The table above helps to identify simple tests, with one forbidden execution that have a simple explanation. For instance, CoRR1 has only one forbidden execution and it is a violation of sc per location alone. Similar tests are LB+ctrls (violation of no thin air) and SB+dmbs (violation of propagation).

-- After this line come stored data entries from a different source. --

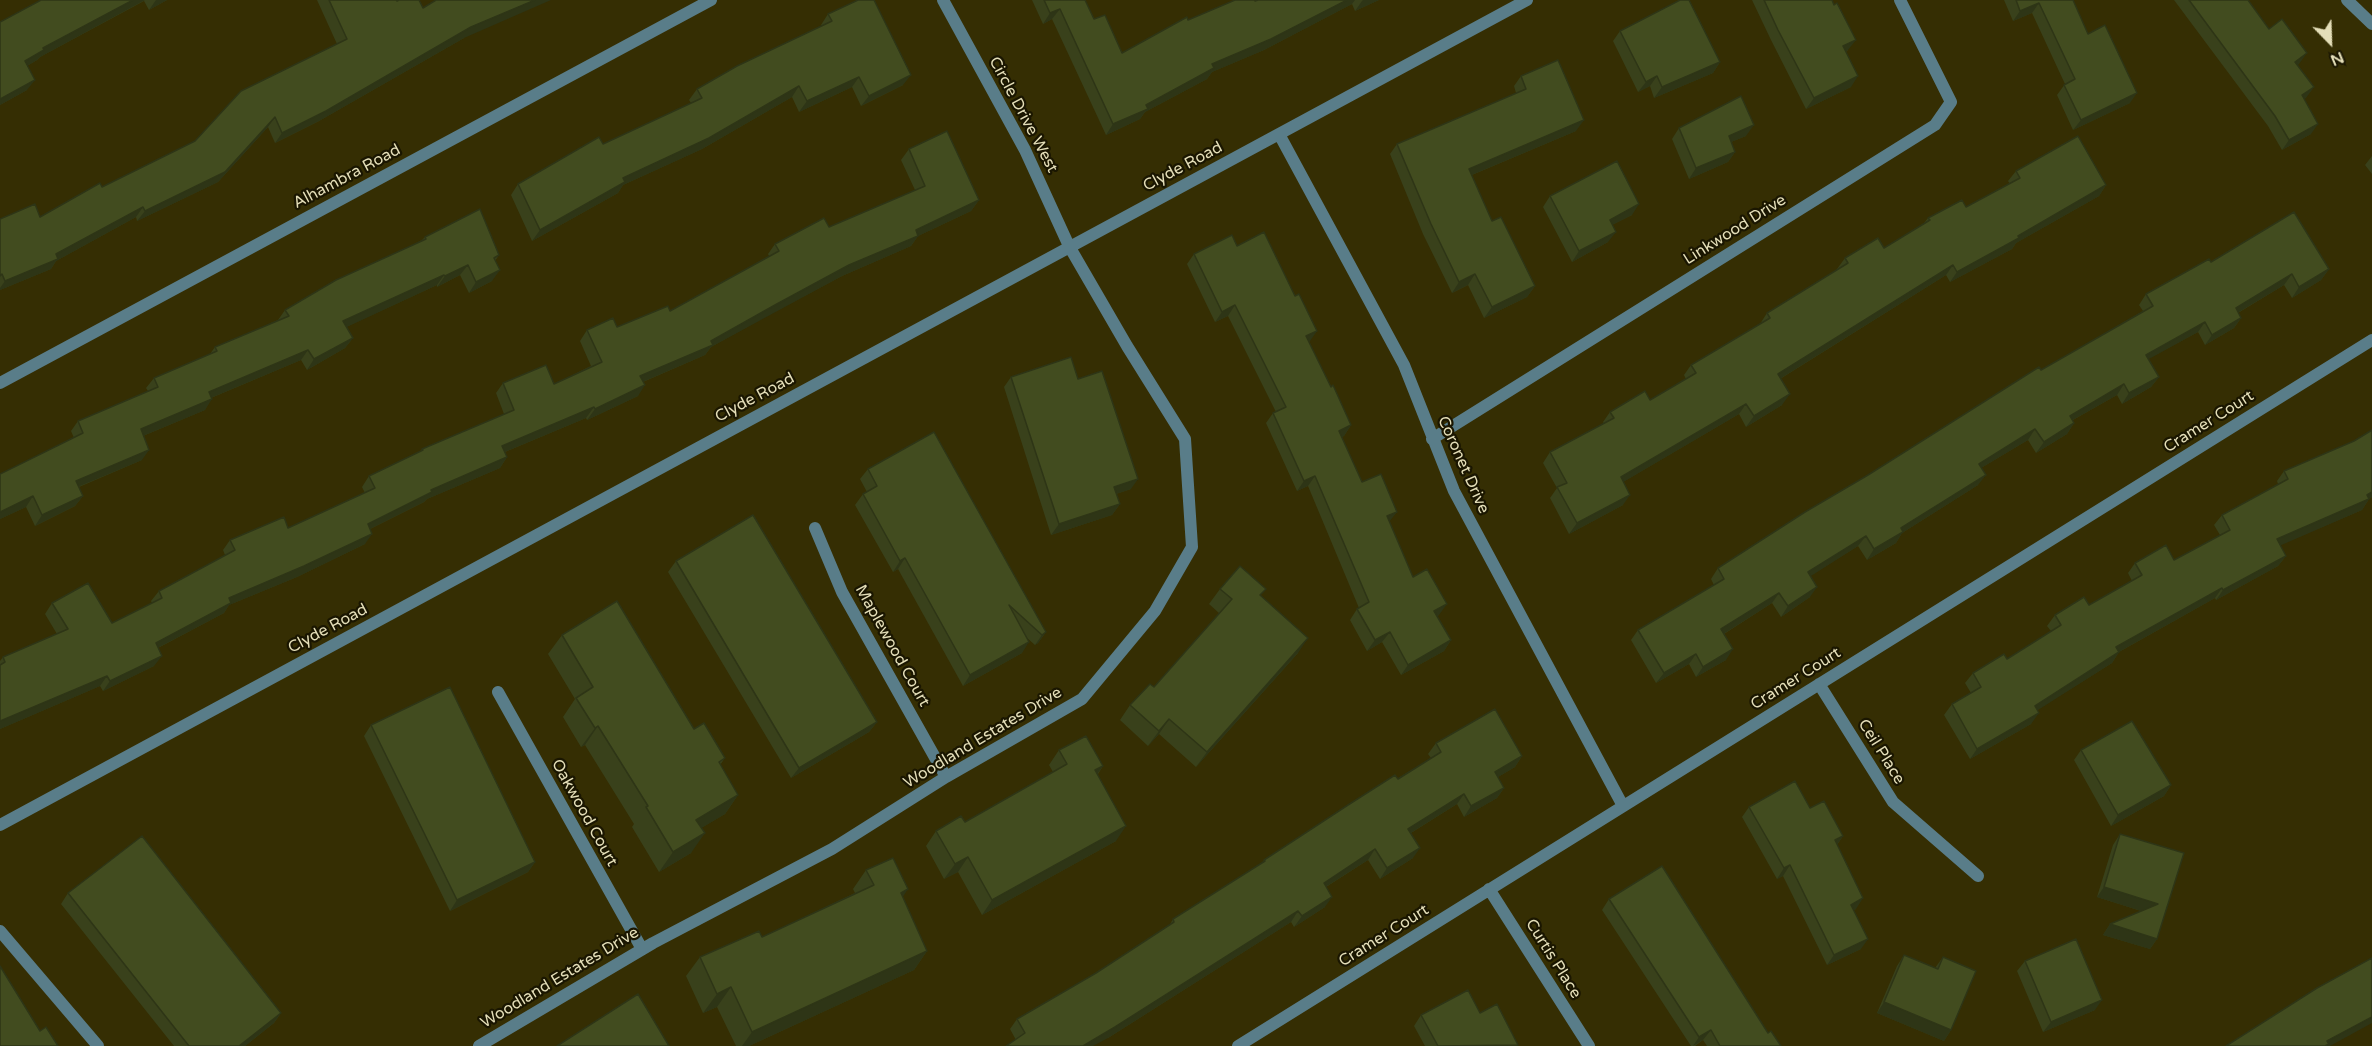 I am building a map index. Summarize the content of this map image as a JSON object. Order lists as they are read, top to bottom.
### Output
{
  "streets": {
    "street": [
      "Circle Drive West",
      "Clyde Road",
      "Alhambra Road",
      "Linkwood Drive",
      "Cramer Court",
      "Coronet Drive",
      "Maplewood Court",
      "Woodland Estates Drive",
      "Ceil Place",
      "Oakwood Court",
      "Curtis Place"
    ]
  },
  "crossings": [
    ["Circle Drive West", "Clyde Road"],
    ["Circle Drive West", "Woodland Estates Drive"],
    ["Clyde Road", "Coronet Drive"],
    ["Clyde Road", "Woodland Estates Drive"],
    ["Linkwood Drive", "Coronet Drive"],
    ["Cramer Court", "Coronet Drive"],
    ["Cramer Court", "Ceil Place"],
    ["Cramer Court", "Curtis Place"],
    ["Maplewood Court", "Woodland Estates Drive"],
    ["Woodland Estates Drive", "Oakwood Court"]
  ],
  "north": "bottom right"
} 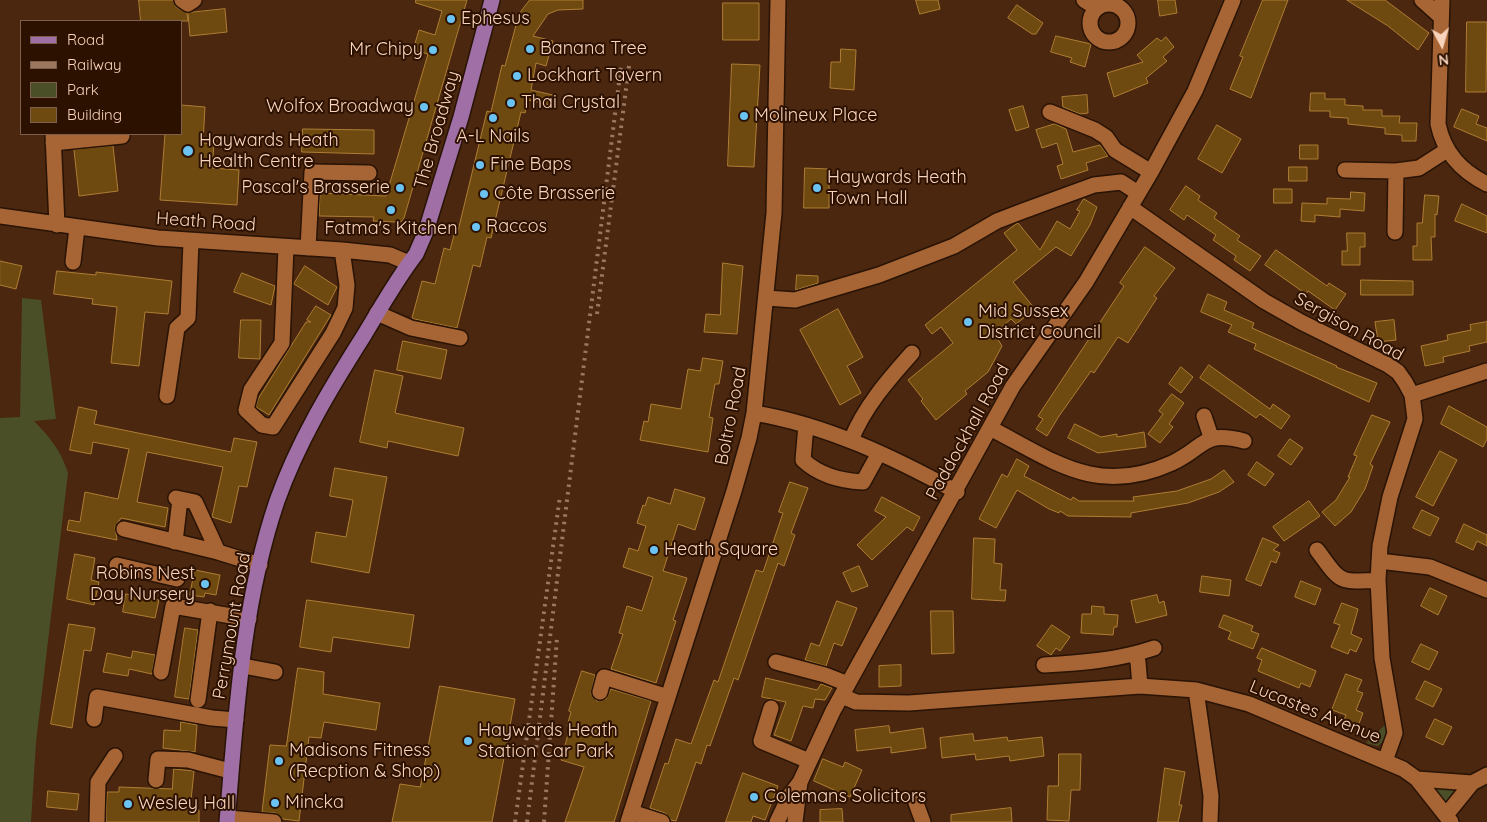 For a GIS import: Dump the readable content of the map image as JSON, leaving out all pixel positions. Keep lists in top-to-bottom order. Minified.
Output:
{"streets":{"main road":["The Broadway","Perrymount Road"],"street":["Heath Road","Sergison Road","Boltro Road","Paddockhall Road","Lucastes Avenue"]},"crossings":[["The Broadway","Heath Road"],["The Broadway","Perrymount Road"],["Heath Road","Perrymount Road"],["Sergison Road","Paddockhall Road"],["Sergison Road","Lucastes Avenue"],["Paddockhall Road","Lucastes Avenue"]],"places":["Ephesus","Banana Tree","Mr Chipy","Lockhart Tavern","Thai Crystal","Wolfox Broadway","Molineux Place","A-L Nails","Haywards Heath Health Centre","Fine Baps","Pascal's Brasserie","Haywards Heath Town Hall","Côte Brasserie","Fatma's Kitchen","Raccos","Mid Sussex District Council","Heath Square","Robins Nest Day Nursery","Haywards Heath Station Car Park","Madisons Fitness (Recption & Shop)","Colemans Solicitors","Mincka","Wesley Hall"],"legend":["Road","Railway","Park","Building"],"north":"bottom"} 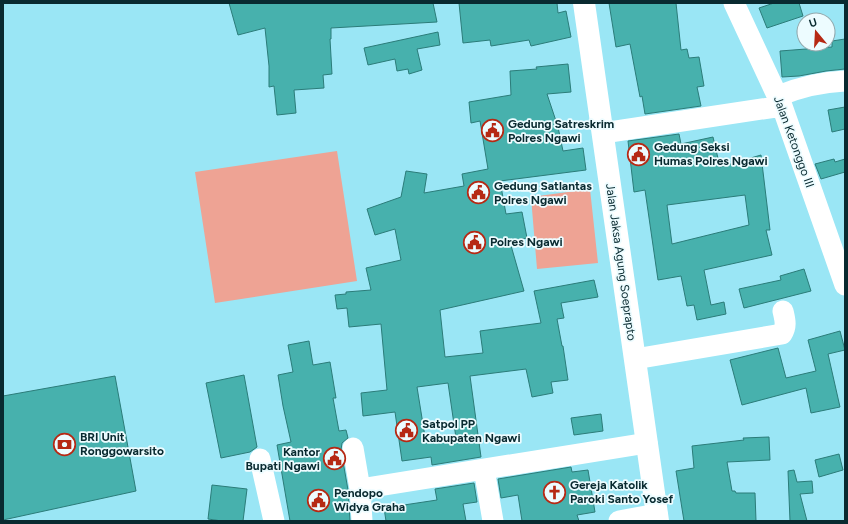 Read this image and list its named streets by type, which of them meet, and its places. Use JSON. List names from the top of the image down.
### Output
{
  "streets": {
    "main road": ["Jalan Jaksa Agung Soeprapto"],
    "street": ["Jalan Ketonggo III"]
  },
  "places": {
    "public building": [
      "Gedung Satreskrim Polres Ngawi",
      "Gedung Seksi Humas Polres Ngawi",
      "Gedung Satlantas Polres Ngawi",
      "Polres Ngawi",
      "Satpol PP Kabupaten Ngawi",
      "Kantor Bupati Ngawi",
      "Pendopo Widya Graha"
    ],
    "bank": ["BRI Unit Ronggowarsito"],
    "church": ["Gereja Katolik Paroki Santo Yosef"]
  },
  "north": "top"
} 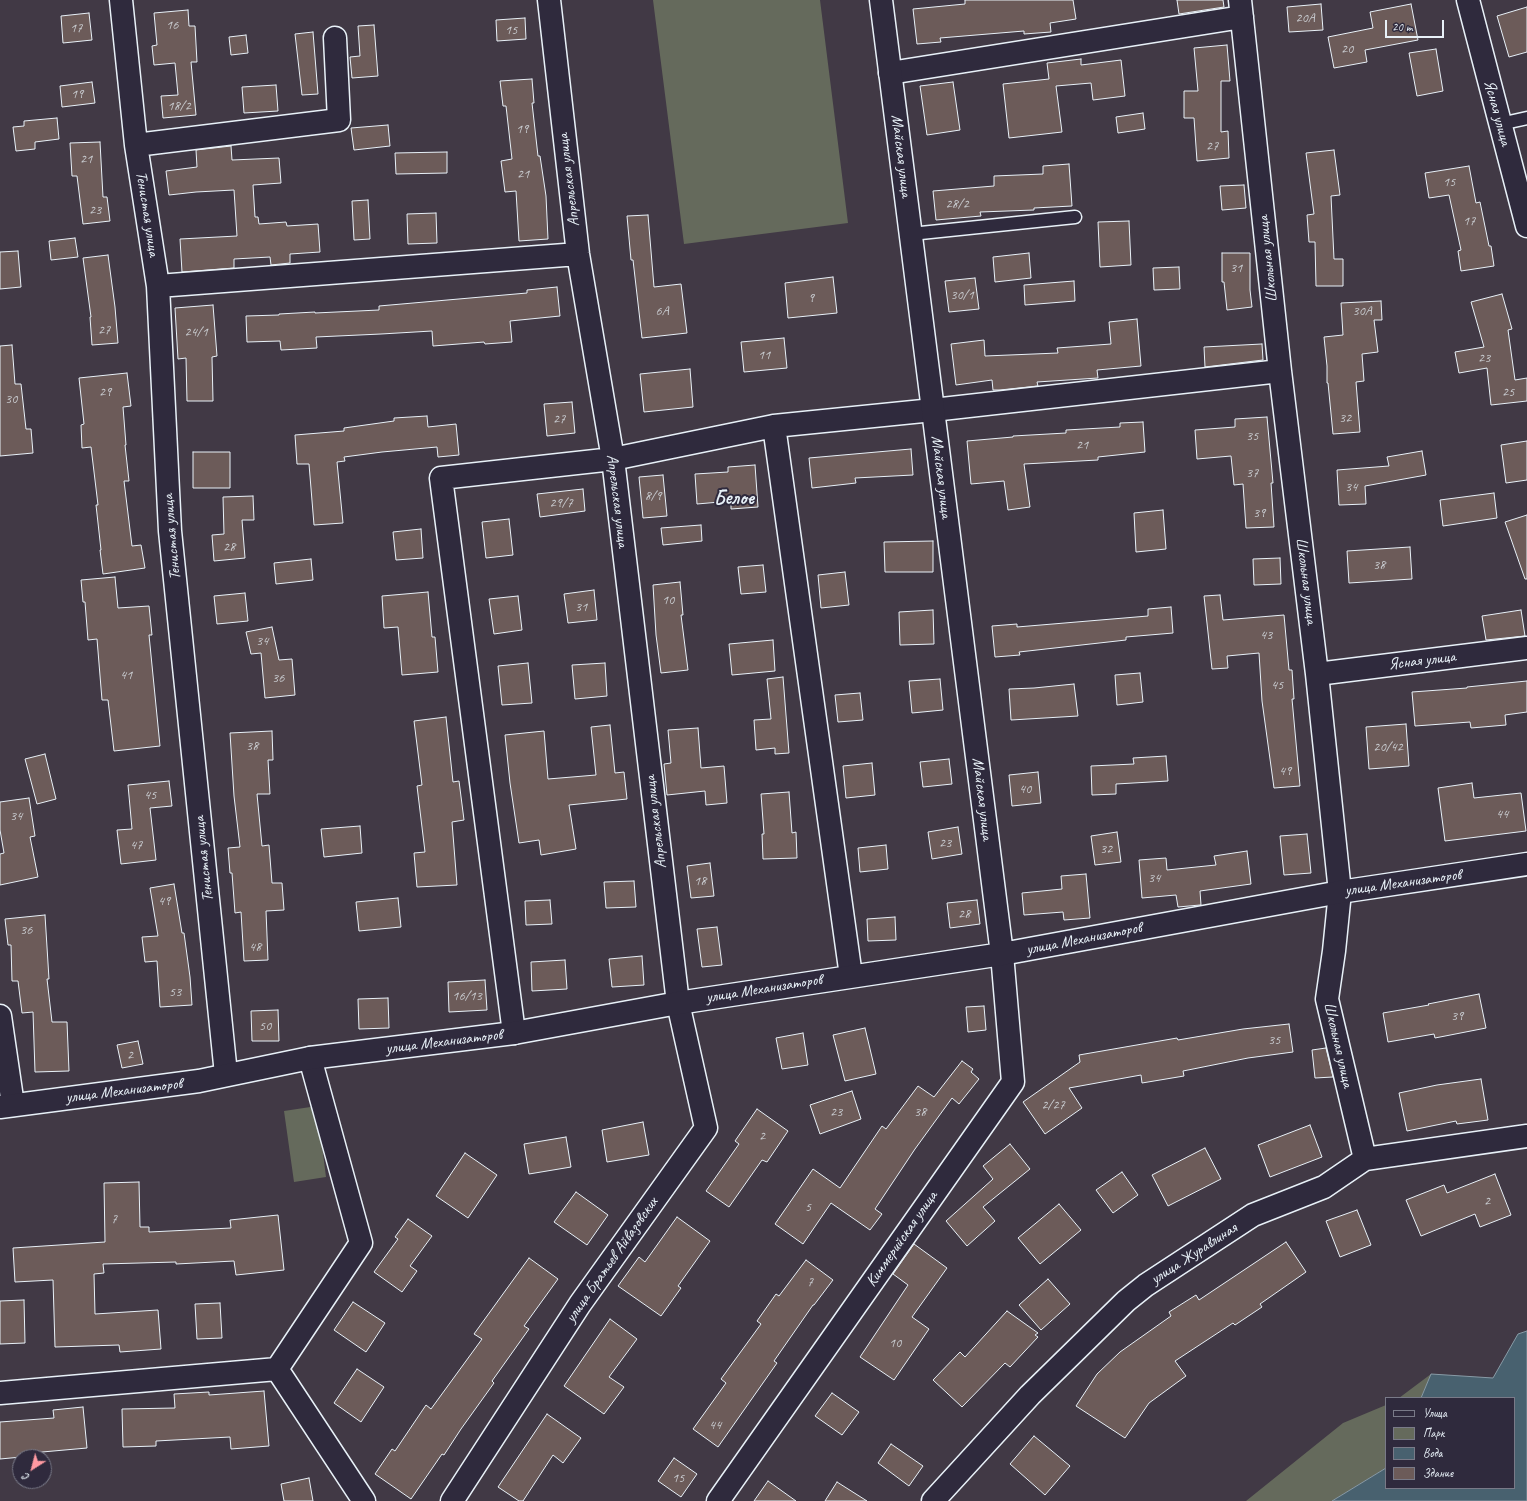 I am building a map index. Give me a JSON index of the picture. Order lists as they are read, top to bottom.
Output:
{
  "streets": {
    "street": [
      "Ясная улица",
      "Майская улица",
      "Апрельская улица",
      "Тенистая улица",
      "Школьная улица",
      "улица Механизаторов",
      "Киммерийская улица",
      "улица Журавлиная",
      "улица Братьев Айвазовских"
    ]
  },
  "crossings": [
    ["Ясная улица", "Школьная улица"],
    ["Майская улица", "улица Механизаторов"],
    ["Майская улица", "Киммерийская улица"],
    ["Апрельская улица", "улица Механизаторов"],
    ["Апрельская улица", "улица Братьев Айвазовских"],
    ["Тенистая улица", "улица Механизаторов"],
    ["Школьная улица", "улица Механизаторов"],
    ["Школьная улица", "улица Журавлиная"],
    ["улица Механизаторов", "Киммерийская улица"],
    ["улица Механизаторов", "улица Братьев Айвазовских"]
  ],
  "districts": ["Белое"],
  "house_numbers": [
    "20А",
    "16",
    "17",
    "15",
    "20",
    "19",
    "18/2",
    "19",
    "27",
    "21",
    "21",
    "15",
    "28/2",
    "23",
    "17",
    "31",
    "30/1",
    "9",
    "6А",
    "30А",
    "27",
    "24/1",
    "11",
    "23",
    "29",
    "25",
    "30",
    "32",
    "27",
    "35",
    "21",
    "37",
    "34",
    "8/9",
    "29/7",
    "39",
    "28",
    "38",
    "10",
    "31",
    "43",
    "34",
    "41",
    "36",
    "45",
    "38",
    "20/42",
    "49",
    "40",
    "45",
    "44",
    "34",
    "23",
    "47",
    "32",
    "34",
    "18",
    "49",
    "28",
    "36",
    "48",
    "53",
    "16/13",
    "39",
    "50",
    "35",
    "2",
    "2/27",
    "23",
    "38",
    "2",
    "2",
    "5",
    "7",
    "7",
    "10",
    "44",
    "15"
  ],
  "legend": [
    "Улица",
    "Парк",
    "Вода",
    "Здание"
  ],
  "scale_bar": "20 m",
  "north": "bottom left"
}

Things are only slightly more complex for MP+dmb+addr, whose forbidden execution is rejected by observation and propagation and thus goes into the OP batch; or for LB+dmbs whose forbidden execution is rejected by no thin air and propagation and thus goes into the TP batch.

For non-ambiguous tests, such as RDW, forbidden behaviours match forbidden executions and we have a clear explanation for all forbidden behaviours: namely, any of the 5 forbidden behaviours of RDW is either amongst the 4 violations of sc per location, or is the unique violation of OP.

Ambiguous tests require a more careful examination, for instance CO-MP+dmb+po has only three forbidden behaviours — see the values read by Thread 1, which can be 2 then 1, 2 then 0, or 1 then 0. However, those correspond to 6 forbidden executions, due to the non-observation of the final value of location x. More precisely, any of the forbidden behaviours corresponds to two executions: one in the S batch, and the other in the SP batch. Notice that the executions from the SP batch feature a cycle of dmb;co, which is both a violation of sc per location (po-loc contradicts com) and of propagation (there is a cycle in dmb union com). Thus, if we observe some forbidden behaviour of CO-MP+dmb+po on hardware (and we do!), we cannot decide between a simple violation of sc per location or a very serious flaw involving the dmb fence. Some other tests, such as CoRR1 (forbidden and observed) and CoWW (forbidden and not observed), help us to select the first possibility. Sometimes the forbidden behaviours of an ambiguous test have a simple explanation: test LB+PPO0518 is ambiguous, due to the non-observation of the second load of location x by Thread 1 (event d). Nevertheless all its forbidden executions are in the S batch.

In practice we apply classification to invalid behaviours, i.e. behaviours that are forbidden by model yet observed on hardware — see the classification of all the invalid behaviours of our model on ARM. As we found invalid behaviours on ARM only, we only classify ARM forbidden behaviours: S, T, O, P, ST, SO, SP, TO, TP, OP, STO, STP, SOP, TOP, and STOP.